Ablation, ablitération : c’est quoi cette technique pour « débrider » les IA génératives ?
Ablitérer un modèle de langage permet de supprimer une (plus ou moins grande) partie des protections contre des demandes qu’il juge déplacées, dangereuses ou malveillantes. Mais comment ça fonctionne exactement ? Quelles sont les conséquences ? Next vous explique.
Les IA génératives, comme les grands modèles de langage (LLM), fonctionnent grâce à un processus en plusieurs étapes. D’abord, elles sont entraînées sur d’énormes quantités de données, souvent issues de l’intégralité du web. Cet entraînement permet d’ajuster des centaines de milliards de paramètres (ou poids), qui sont des valeurs numériques associées aux connexions entre les neurones artificiels du modèle. Plus il y a de paramètres, plus le modèle peut stocker de connaissances et devenir performant. Par exemple, un modèle récent peut contenir jusqu’à plusieurs centaines de milliards de paramètres, ce qui lui permet de traiter des requêtes complexes comme générer un texte ou répondre à une question technique.
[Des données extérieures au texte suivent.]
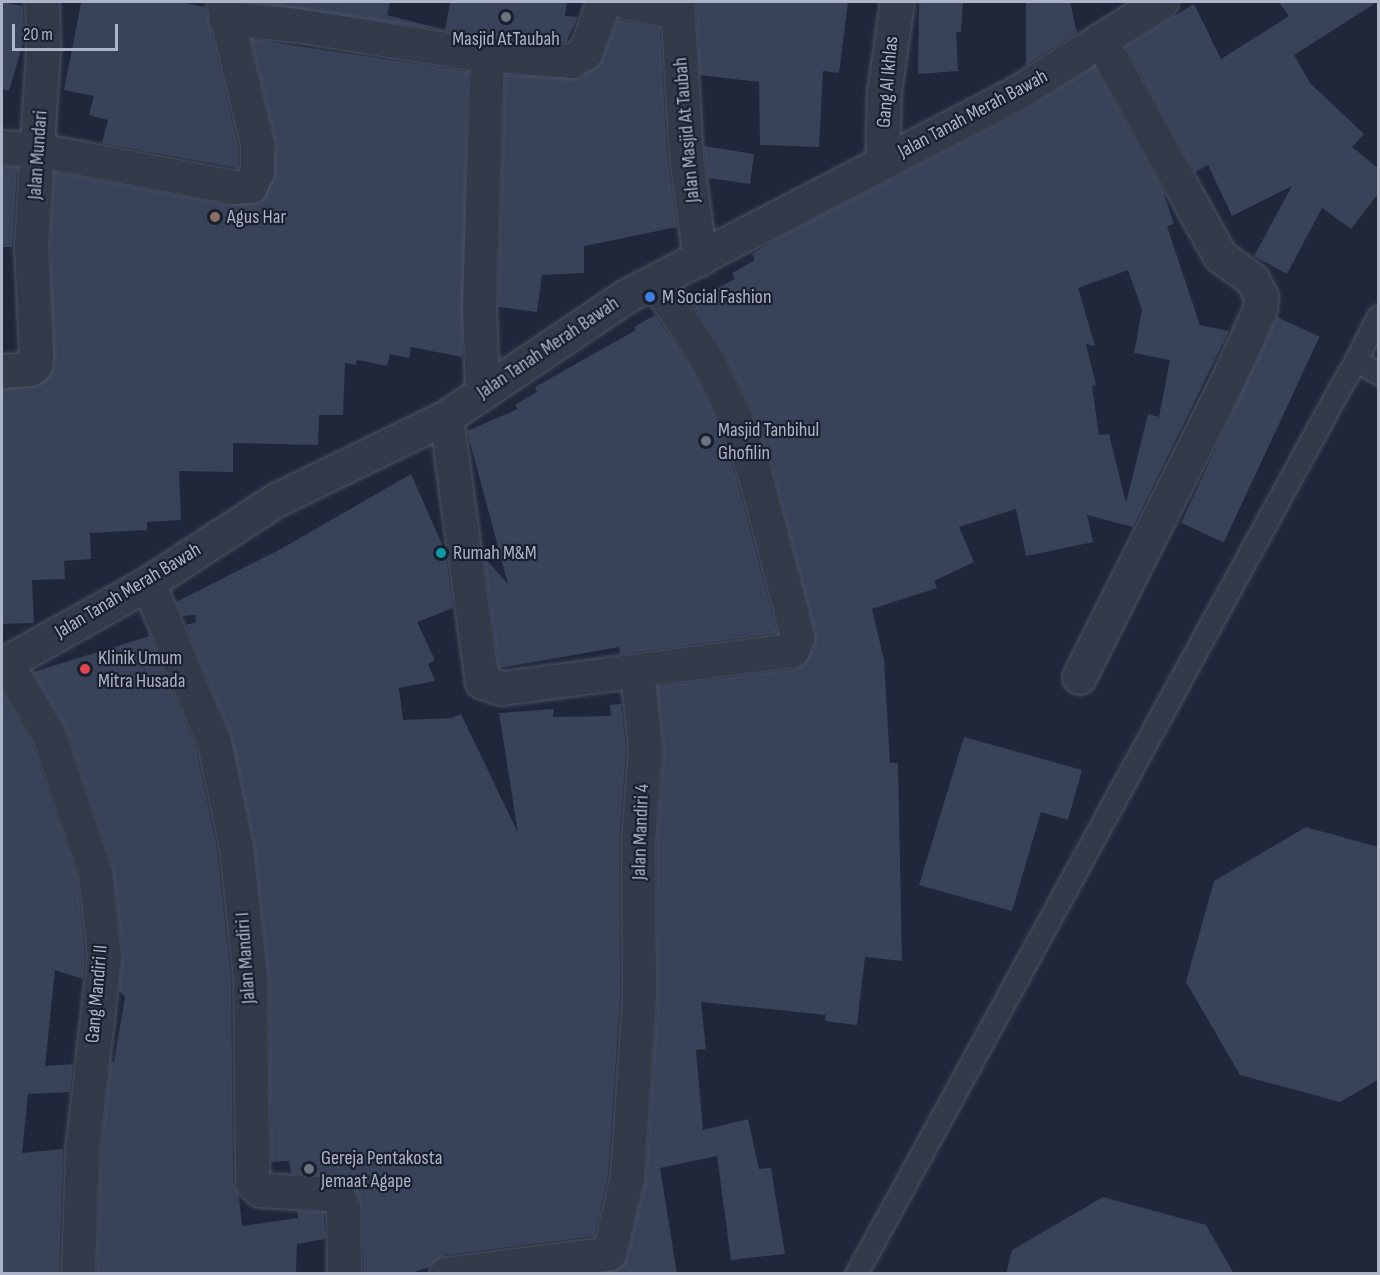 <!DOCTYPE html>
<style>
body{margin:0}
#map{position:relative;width:1380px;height:1275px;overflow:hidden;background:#20273a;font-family:"Sofia Sans Condensed",sans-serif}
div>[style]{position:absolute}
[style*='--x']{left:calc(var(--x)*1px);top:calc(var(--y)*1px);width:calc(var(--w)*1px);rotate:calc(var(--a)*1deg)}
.building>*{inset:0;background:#384258;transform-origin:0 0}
.roads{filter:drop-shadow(0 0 2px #4e5465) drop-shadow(0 0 2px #4e5465)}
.lane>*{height:21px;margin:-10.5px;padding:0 10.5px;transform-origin:10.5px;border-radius:10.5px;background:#333a4a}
.street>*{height:33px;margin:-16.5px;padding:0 16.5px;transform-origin:16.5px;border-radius:16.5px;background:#333a4a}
.dots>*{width:16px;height:16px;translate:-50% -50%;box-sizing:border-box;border:3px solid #191f2f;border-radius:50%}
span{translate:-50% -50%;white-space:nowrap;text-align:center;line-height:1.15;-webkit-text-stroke:4.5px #191f2f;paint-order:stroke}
.poi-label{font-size:20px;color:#aeb4c7}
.left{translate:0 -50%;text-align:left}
.street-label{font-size:20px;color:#aeb4c7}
.frame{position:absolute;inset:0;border:3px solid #aeb4c7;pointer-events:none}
.scale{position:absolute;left:12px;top:24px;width:106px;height:27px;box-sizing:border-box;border:3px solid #aeb4c7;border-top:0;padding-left:8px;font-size:18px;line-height:21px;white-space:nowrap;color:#aeb4c7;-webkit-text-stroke:4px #191f2f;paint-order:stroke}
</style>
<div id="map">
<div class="building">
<div style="clip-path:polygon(2px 2px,23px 6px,24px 40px,9px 91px,2px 89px)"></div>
<div style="clip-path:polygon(180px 2px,205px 7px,238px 146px,238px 168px,102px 143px,108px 120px,89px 115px,94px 96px,64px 90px,81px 3px)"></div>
<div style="clip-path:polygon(249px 2px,390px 2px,387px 15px,445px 30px,450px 2px,567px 2px,565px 16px,578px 17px,566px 42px,471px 34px)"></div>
<div style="clip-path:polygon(696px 2px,848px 2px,839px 73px,823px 71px,819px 147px,760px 145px,759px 82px,700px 75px)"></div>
<div style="clip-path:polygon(919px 2px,963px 2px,961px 32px,956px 32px,958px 71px,918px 74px)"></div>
<div style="clip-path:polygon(1026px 2px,1070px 2px,1077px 33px,1026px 65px)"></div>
<div style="clip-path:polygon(1279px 2px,1377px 2px,1294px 55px,1310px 83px,1364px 134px,1352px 147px,1378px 168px,1378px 194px,1351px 229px,1322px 208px,1287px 274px,1254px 256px,1292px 186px,1232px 216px,1208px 165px,1195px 172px,1126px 46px,1194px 4px,1221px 59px,1289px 16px)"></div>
<div style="clip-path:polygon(617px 20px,660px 28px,667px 158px,677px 227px,584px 246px,584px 273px,542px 275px,537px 312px,498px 307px,505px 75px,579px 78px,602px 60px)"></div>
<div style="clip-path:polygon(251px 39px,468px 72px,462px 357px,411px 347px,409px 358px,390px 354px,387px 366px,357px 360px,356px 365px,345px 363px,343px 415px,319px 415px,318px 445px,233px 443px,233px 472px,179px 471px,181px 520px,147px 522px,147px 530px,90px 533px,91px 559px,64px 561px,65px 579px,32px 580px,34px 623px,2px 624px,2px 389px,39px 385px,54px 367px,50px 245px,54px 172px,229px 205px,260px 202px,274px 178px,276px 144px)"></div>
<div style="clip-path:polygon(evenodd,1094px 66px,1163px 191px,1174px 224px,1167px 226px,1200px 325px,1229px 331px,1133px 527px,1087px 515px,1093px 542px,1026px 556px,1016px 509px,959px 527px,974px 562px,934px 581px,937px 588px,872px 609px,884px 660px,890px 763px,898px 763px,902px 961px,865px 957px,857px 1025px,825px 1021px,826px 1015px,701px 1002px,706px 1049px,696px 1050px,703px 1130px,748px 1119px,759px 1169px,771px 1168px,785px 1254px,731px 1260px,717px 1156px,660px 1168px,677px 1274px,597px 1274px,621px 1267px,627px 1258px,646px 1178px,658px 998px,657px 840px,664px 750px,657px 687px,794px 669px,804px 664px,815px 643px,815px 632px,772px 467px,750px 404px,726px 355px,692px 302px,735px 279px,732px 273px,755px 260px,752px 254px,778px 238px,1027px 109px,1094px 66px,1128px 270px,1142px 310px,1134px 353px,1170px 360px,1159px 417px,1148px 414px,1126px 503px,1109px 434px,1099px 435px,1092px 386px,1096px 385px,1086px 344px,1095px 346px,1078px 288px,1128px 270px)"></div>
<div style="clip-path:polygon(704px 146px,754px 154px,750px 184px,708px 178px)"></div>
<div style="clip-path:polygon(2px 166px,17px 167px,12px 247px,2px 247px)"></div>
<div style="clip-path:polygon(655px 315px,694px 374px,715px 417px,736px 478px,777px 633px,620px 654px,619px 647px,499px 668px,484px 557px,508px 584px,467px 431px,518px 409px,515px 405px,537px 392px,535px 387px,636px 330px,634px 327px)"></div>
<div style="left:1277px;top:317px;width:47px;height:227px;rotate:25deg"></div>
<div style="clip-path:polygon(411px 474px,445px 551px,453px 608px,417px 622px,435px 660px,428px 664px,435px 681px,399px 688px,403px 720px,452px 718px,461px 714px,518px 833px,499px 713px,554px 709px,553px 717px,611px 716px,610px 705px,621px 704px,626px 749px,619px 839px,620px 996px,608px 1174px,594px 1236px,444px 1255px,429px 1267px,409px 1274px,364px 1274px,362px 1207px,355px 1190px,340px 1178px,291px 1173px,289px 1161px,271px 1162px,269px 979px,254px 843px,231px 736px,186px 625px,196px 622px,195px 615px,182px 616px,176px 602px,279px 550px)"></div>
<div style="clip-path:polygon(150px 636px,196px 749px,217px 850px,231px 980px,233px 1182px,239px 1196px,242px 1226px,298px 1218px,297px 1211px,324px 1212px,325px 1239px,297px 1244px,296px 1274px,97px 1274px,101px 1152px,111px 1062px,114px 1062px,125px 997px,119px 990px,123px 955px,113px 867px,67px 730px,33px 672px)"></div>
<div style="clip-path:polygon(2px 692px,32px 744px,77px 877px,85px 957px,83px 979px,55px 970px,45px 1066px,73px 1064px,70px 1092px,28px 1094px,22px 1153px,63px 1149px,59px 1274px,2px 1274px)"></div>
<div style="clip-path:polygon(964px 737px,1082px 770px,1068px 820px,1041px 812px,1012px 911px,919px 885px)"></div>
<div style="clip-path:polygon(1306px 827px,1378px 847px,1378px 1080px,1340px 1102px,1240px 1075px,1186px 982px,1214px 881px)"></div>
<div style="clip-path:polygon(1103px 1197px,1206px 1225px,1234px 1274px,1006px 1274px,1012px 1250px)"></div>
</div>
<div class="roads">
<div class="lane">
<div style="--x:1356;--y:360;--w:49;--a:-63.4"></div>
<div style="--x:856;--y:1274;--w:1006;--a:-61.37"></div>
<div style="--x:1338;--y:391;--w:36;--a:-60"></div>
<div style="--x:1356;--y:360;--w:26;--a:31"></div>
</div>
<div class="street">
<div style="--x:627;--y:2;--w:51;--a:11.3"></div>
<div style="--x:677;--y:2;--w:155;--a:86.7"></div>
<div style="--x:686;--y:157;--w:103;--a:82.2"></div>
<div style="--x:225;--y:18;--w:72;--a:5.6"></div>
<div style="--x:297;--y:25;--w:174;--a:9.2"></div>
<div style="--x:469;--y:53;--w:101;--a:4.5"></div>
<div style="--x:570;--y:61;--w:17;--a:-28"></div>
<div style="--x:585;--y:53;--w:48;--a:-70.4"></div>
<div style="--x:601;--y:8;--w:9;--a:-41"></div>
<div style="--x:2;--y:147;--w:37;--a:5"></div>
<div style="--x:39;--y:150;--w:197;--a:10.8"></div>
<div style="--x:233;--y:187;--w:17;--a:-3"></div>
<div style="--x:250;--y:186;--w:17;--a:-65"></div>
<div style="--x:257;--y:171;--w:27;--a:-90"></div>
<div style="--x:257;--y:144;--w:146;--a:-103.5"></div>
<div style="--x:882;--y:162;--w:70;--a:-88.4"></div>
<div style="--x:884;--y:92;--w:91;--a:-81.8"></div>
<div style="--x:2;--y:371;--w:27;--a:-4"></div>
<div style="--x:29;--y:369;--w:7;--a:-34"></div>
<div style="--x:35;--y:365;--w:12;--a:-85"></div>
<div style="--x:36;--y:353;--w:108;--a:-92.7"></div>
<div style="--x:31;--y:245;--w:198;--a:-86.5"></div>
<div style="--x:43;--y:47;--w:45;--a:-91.3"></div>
<div style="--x:482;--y:392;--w:86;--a:-92"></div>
<div style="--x:479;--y:306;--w:252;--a:-88.2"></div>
<div style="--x:446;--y:417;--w:267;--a:82.3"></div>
<div style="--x:482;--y:682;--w:21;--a:17"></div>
<div style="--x:502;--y:688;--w:292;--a:-7.5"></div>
<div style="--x:792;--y:650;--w:14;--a:-69"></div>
<div style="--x:797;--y:637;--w:45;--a:-104"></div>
<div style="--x:786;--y:593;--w:125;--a:-104.8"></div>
<div style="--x:754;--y:472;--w:66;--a:-109.5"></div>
<div style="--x:732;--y:410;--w:50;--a:-116.1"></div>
<div style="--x:710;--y:365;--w:100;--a:-122.7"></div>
<div style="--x:148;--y:583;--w:173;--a:67.6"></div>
<div style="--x:214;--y:743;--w:106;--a:78.1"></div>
<div style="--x:236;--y:847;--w:133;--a:83.9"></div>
<div style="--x:250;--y:979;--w:203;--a:89.4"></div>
<div style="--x:252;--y:1182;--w:11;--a:45"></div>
<div style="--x:260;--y:1190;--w:71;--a:3.2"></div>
<div style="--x:331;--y:1194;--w:9;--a:32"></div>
<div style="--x:339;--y:1199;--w:9;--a:63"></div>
<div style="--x:343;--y:1207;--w:67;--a:89.1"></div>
<div style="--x:6;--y:662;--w:86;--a:59.8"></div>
<div style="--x:49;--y:736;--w:145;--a:71.4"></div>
<div style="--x:95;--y:873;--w:84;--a:83.9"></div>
<div style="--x:104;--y:957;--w:195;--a:96.5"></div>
<div style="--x:82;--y:1151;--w:123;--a:91.9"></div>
<div style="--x:2;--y:665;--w:167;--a:-29.3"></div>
<div style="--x:148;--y:583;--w:153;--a:-33"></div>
<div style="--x:276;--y:500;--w:189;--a:-26"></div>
<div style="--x:446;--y:417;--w:217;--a:-33.9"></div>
<div style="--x:626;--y:296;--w:442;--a:-27.5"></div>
<div style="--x:1018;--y:92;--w:169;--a:-32.2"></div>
<div style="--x:1079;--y:677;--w:333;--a:-63.4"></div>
<div style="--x:1228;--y:379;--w:77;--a:-65.4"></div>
<div style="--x:1260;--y:309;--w:13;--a:-86"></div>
<div style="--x:1261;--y:296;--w:19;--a:-118"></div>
<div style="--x:1252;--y:279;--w:39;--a:-144"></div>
<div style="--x:1220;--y:256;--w:247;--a:-118.9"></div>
<div style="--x:446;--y:1274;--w:164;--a:-7.3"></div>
<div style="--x:609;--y:1253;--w:78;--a:-76.7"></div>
<div style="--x:627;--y:1177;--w:180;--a:-86.2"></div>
<div style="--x:639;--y:997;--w:158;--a:-90.4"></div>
<div style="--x:638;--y:839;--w:90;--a:-85.6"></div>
<div style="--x:645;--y:749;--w:77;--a:-95.9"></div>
</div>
</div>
<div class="dots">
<div style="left:506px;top:17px;background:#6b7280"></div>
<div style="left:215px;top:217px;background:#8d6e63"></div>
<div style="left:650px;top:297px;background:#3f7fe0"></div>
<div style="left:706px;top:441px;background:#6b7280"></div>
<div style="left:441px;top:553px;background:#0f9aa8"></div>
<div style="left:85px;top:669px;background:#e0444e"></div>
<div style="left:309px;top:1169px;background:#6b7280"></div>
</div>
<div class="poi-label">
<span style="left:506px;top:39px">Masjid AtTaubah</span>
<span class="left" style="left:227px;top:217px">Agus Har</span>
<span class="left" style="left:662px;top:297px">M Social Fashion</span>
<span class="left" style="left:718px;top:442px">Masjid Tanbihul<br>Ghofilin</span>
<span class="left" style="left:453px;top:553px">Rumah M&amp;M</span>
<span class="left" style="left:98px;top:670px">Klinik Umum<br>Mitra Husada</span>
<span class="left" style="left:321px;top:1170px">Gereja Pentakosta<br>Jemaat Agape</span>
</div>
<div class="street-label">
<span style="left:888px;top:82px;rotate:-85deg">Gang Al Ikhlas</span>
<span style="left:973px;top:114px;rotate:-28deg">Jalan Tanah Merah Bawah</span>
<span style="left:687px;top:130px;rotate:-95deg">Jalan Masjid At Taubah</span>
<span style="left:38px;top:155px;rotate:-86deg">Jalan Mundari</span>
<span style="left:548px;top:348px;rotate:-34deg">Jalan Tanah Merah Bawah</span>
<span style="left:128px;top:591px;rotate:-31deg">Jalan Tanah Merah Bawah</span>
<span style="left:641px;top:832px;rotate:-88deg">Jalan Mandiri 4</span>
<span style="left:246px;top:958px;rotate:-94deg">Jalan Mandiri I</span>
<span style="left:97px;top:994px;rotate:-85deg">Gang Mandiri II</span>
</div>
<div class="frame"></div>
<div class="scale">20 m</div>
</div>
Cette phase initiale ne définit pas encore les limites éthiques ou sécuritaires de l’IA, mais elle pose les bases de ses capacités.
Après l’entraînement initial, les IA génératives subissent une phase de fine-tuning (affinage) et d’alignement, qui consiste à ajuster leurs réponses pour qu’elles respectent des règles éthiques et légales. Cette étape utilise des exemples de comportements acceptables et inacceptables, comme demander des informations sur un produit chimique ou des conseils pour s’en protéger, par opposition à des demandes de fabrication de substances dangereuses. L’alignement ne fonctionne pas en ajoutant un simple « non » ou « oui » aux réponses, mais en intégrant un vecteur (une direction dans l’espace des données) qui influence toutes les couches du modèle. Si une requête ou une réponse dépasse un seuil de risque prédéfini, l’IA refusera de répondre. Par exemple, un modèle comme Shieldstral de Mistral peut servir de classificateur, un algorithme qui étiquette automatiquement les prompts ou les réponses en fonction de leur dangerosité, avant qu’ils ne soient traités par le LLM.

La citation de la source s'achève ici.